INCOTERMS FOR VIETNAM IMPORT EXPORT SHIPMENTS

A practical explanation of how Incoterms affect cost, risk, document control, and customs planning for Vietnam import-export shipments.

Incoterms shape cost and responsibility

Incoterms are not just three letters on an invoice. They define which party handles cost and risk at different points in the shipment. For Vietnam importers and exporters, the chosen term affects freight booking, insurance, export clearance, import clearance, local delivery, document control, and the timing of information. A buyer who accepts the wrong term may save time at quotation stage but lose control during clearance.

EXW can look cheap because the seller makes the goods available at their premises, but the buyer may have to manage pickup, export documents, and local handling in the seller's country. This can be difficult when the buyer has no local agent. FOB gives the seller responsibility until the goods are loaded on board at the named port, while the buyer controls main ocean freight. CIF includes ocean freight and insurance arranged by the seller, but the buyer should still check coverage and document timing.

Match the term to the cargo

Engines and machinery need careful handling, so the best term depends on supplier ability, packing control, route, and buyer experience. If the supplier is experienced with export packing and port delivery, FOB can work well. If the buyer needs one party to coordinate more of the move, DAP or a forwarder-managed arrangement may be easier, but import clearance and tax responsibility must be clear.

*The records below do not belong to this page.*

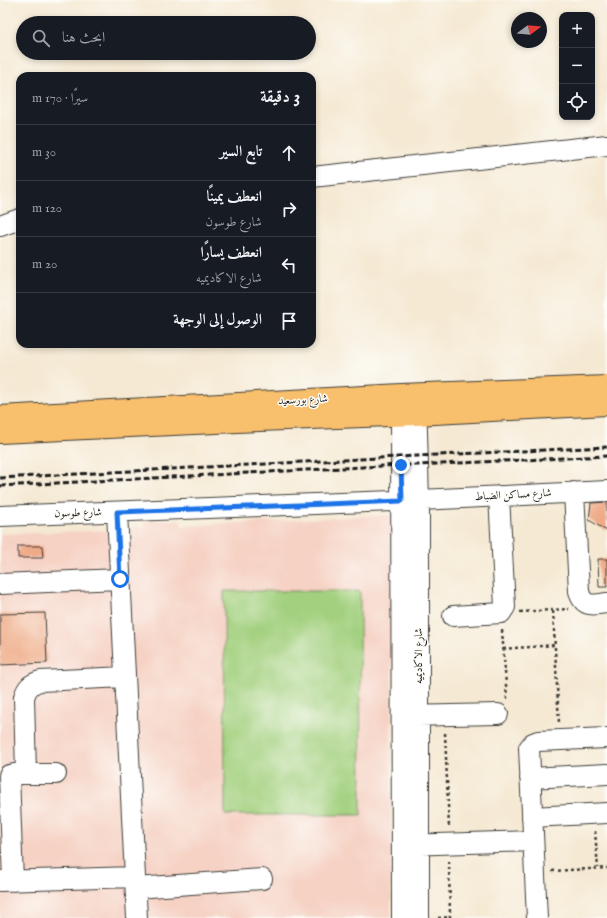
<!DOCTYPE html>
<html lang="ar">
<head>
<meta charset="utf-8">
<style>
  body { margin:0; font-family:"IM FELL English",Amiri,serif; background:#20242c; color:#f1f3f6; direction:rtl }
  .controls { position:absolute; right:12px; top:12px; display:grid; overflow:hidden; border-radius:8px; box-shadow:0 2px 6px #0003 }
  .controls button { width:36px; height:36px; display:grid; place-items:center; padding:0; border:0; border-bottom:1px solid #363941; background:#171b24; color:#f1f3f6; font:20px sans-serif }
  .compass { position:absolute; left:511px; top:12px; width:36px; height:36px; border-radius:50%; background:#171b24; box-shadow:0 2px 6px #0003; rotate:74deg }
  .stop { position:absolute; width:12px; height:12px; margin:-9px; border:3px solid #1a73e8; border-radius:50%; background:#fff }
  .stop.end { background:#1a73e8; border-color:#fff; box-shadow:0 1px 4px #0008 }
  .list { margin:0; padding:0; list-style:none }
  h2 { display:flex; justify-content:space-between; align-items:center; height:52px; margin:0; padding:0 16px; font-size:17px }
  h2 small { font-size:13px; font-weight:400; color:#9ea1a6 }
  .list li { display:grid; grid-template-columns:26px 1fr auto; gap:12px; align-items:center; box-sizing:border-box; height:56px; padding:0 16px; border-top:1px solid #363941 }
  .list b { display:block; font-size:15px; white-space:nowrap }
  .list p { margin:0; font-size:13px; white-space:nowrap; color:#9ea1a6 }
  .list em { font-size:13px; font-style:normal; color:#9ea1a6 }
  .icon { flex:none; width:22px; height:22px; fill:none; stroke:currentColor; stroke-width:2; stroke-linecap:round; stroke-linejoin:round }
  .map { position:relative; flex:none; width:607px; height:918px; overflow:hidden; direction:ltr }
  .search { position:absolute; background:#171b24; box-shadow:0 2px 6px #0003; left:16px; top:16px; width:300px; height:44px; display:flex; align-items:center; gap:10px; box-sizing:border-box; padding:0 14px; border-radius:22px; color:#9ea1a6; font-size:15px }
  .panel { position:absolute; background:#171b24; box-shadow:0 2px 6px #0003; left:16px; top:72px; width:300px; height:276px; border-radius:12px; direction:rtl }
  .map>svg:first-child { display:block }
</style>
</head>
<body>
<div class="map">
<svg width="607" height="918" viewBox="0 0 607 918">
  <rect width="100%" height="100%" fill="#fdfcf7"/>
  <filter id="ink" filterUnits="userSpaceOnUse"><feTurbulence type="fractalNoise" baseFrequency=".025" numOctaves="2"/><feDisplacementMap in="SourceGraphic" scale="8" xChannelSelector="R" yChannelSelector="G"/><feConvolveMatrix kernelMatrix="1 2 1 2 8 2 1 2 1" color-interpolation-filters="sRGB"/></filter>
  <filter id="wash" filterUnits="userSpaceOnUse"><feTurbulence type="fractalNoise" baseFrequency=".012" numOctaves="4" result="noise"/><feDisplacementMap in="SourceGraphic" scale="16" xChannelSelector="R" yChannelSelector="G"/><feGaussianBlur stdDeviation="0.9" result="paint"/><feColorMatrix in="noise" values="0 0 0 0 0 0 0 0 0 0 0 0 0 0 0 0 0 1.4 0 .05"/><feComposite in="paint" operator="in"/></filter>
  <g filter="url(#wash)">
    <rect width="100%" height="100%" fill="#f5e9d3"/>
    <path fill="#f6d2c4" d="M392,515L391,918H0V534L118,530L144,527V520H181V526Z"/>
    <path fill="#a2d07e" stroke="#5f764d" d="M224,591H360L361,815H225Z"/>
    <g id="blocks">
      <path fill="#efab87" d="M607,502V531L589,520L591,503Z
        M18,546H42L43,558H18Z
        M598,559H607V587H599Z
        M45,613L47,663L0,665V614Z"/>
    </g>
  </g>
  <g filter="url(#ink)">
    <use href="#blocks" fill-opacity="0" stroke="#3d3b37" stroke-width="1"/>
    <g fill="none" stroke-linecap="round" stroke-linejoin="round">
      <g stroke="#3d3b37" stroke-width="22">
        <path id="minor" d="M312,177L607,145
          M0,226L20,219
          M416,398L419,500V918
          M401,399L402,918
          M574,492L579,591C583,608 593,605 607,603
          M117,512L137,918
          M0,516L419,500L607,491
          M0,584L120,579
          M453,616L501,613L505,607L499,496
          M406,716L498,714
          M14,774H56
          M26,774L24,697C27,688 30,684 40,681L125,677
          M9,775L13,881
          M530,778L607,774
          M532,817L607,813
          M406,845L533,841
          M0,881L135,877
          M136,888L262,879
          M537,918L529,748L533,743L538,741L607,738"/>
      </g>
      <g stroke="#3d3b37" stroke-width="24">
        <path id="major" d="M0,417L401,395L607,387
          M0,432L259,420L416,414L607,404"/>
      </g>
      <path stroke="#3d3b37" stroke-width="2.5" stroke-dasharray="3 3" stroke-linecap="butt" d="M553,611L559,723
        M520,612L569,609
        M502,630L507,699
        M503,649L555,645
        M445,733L449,828
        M595,831L598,868
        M449,861L450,918
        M552,871L607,868
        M438,918L450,917"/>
      <use href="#minor" stroke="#fff" stroke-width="20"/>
      <use href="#major" stroke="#f8bf6c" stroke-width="22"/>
      <path stroke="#1c1c1c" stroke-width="3" stroke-dasharray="6 3" stroke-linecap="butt" d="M0,478L417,456L607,447
        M0,486L401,465H418L607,456"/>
    </g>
  </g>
  <g fill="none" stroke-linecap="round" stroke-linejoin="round" filter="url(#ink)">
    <path stroke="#1a73e8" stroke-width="5" d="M120,579L117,512L402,501L401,465"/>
  </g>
  <g text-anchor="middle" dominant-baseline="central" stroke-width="3" stroke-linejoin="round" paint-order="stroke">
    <g font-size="11" fill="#1c1c1c" stroke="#fdfcf7">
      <text transform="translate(303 400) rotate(-3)">شارع بورسعيد</text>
      <text transform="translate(513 495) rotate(-3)">شارع مساكن الضباط</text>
      <text transform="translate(78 513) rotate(-2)">شارع طوسون</text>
      <text transform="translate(419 656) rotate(-90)">شارع الاكاديميه</text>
    </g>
  </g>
</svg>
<div class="controls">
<button>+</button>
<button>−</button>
<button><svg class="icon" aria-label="locate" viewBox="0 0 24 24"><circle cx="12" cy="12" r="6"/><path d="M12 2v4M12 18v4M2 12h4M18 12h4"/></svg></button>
</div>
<svg class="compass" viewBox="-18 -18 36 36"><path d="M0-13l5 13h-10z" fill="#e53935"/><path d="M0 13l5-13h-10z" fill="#9ea1a6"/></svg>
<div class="stop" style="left:120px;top:579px"></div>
<div class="stop end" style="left:401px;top:465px"></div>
<div class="search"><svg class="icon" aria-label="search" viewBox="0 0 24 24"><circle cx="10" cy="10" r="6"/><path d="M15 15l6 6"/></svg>ابحث هنا</div>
<section class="panel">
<h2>3 دقيقة<small>سيرًا · 170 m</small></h2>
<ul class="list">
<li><svg class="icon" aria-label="ahead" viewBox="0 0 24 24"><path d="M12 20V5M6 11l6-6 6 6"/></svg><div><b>تابع السير</b></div><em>30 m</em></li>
<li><svg class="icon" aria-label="right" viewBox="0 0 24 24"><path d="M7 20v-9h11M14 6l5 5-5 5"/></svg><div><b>انعطف يمينًا</b><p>شارع طوسون</p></div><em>120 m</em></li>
<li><svg class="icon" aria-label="left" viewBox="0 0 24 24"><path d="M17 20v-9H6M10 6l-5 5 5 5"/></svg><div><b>انعطف يسارًا</b><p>شارع الاكاديميه</p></div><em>20 m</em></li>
<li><svg class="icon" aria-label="arrive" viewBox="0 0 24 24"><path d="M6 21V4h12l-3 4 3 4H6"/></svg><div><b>الوصول إلى الوجهة</b></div></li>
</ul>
</section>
</div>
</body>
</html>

Incoterms do not replace a sales contract. The parties should still agree who provides technical documents, who pays inspection charges, who arranges fumigation or packing certificates if needed, who buys insurance, and who pays costs caused by document corrections. These details are especially important for used equipment because condition and packing evidence affect claims.

Check documents against the chosen term

The invoice should show the agreed Incoterm and named place or port. The freight invoice, bill of lading, insurance certificate, and delivery plan should be consistent with that term. If the term is CIF but the buyer is charged separate ocean freight, ask for clarification. If the term is FOB but the seller refuses to provide export documents, the buyer may face unexpected work.

Choosing Incoterms should be part of shipment planning, not a last-minute quotation detail. When responsibilities are clear before cargo moves, the importer can control cost, documents, and customs timing with fewer disputes.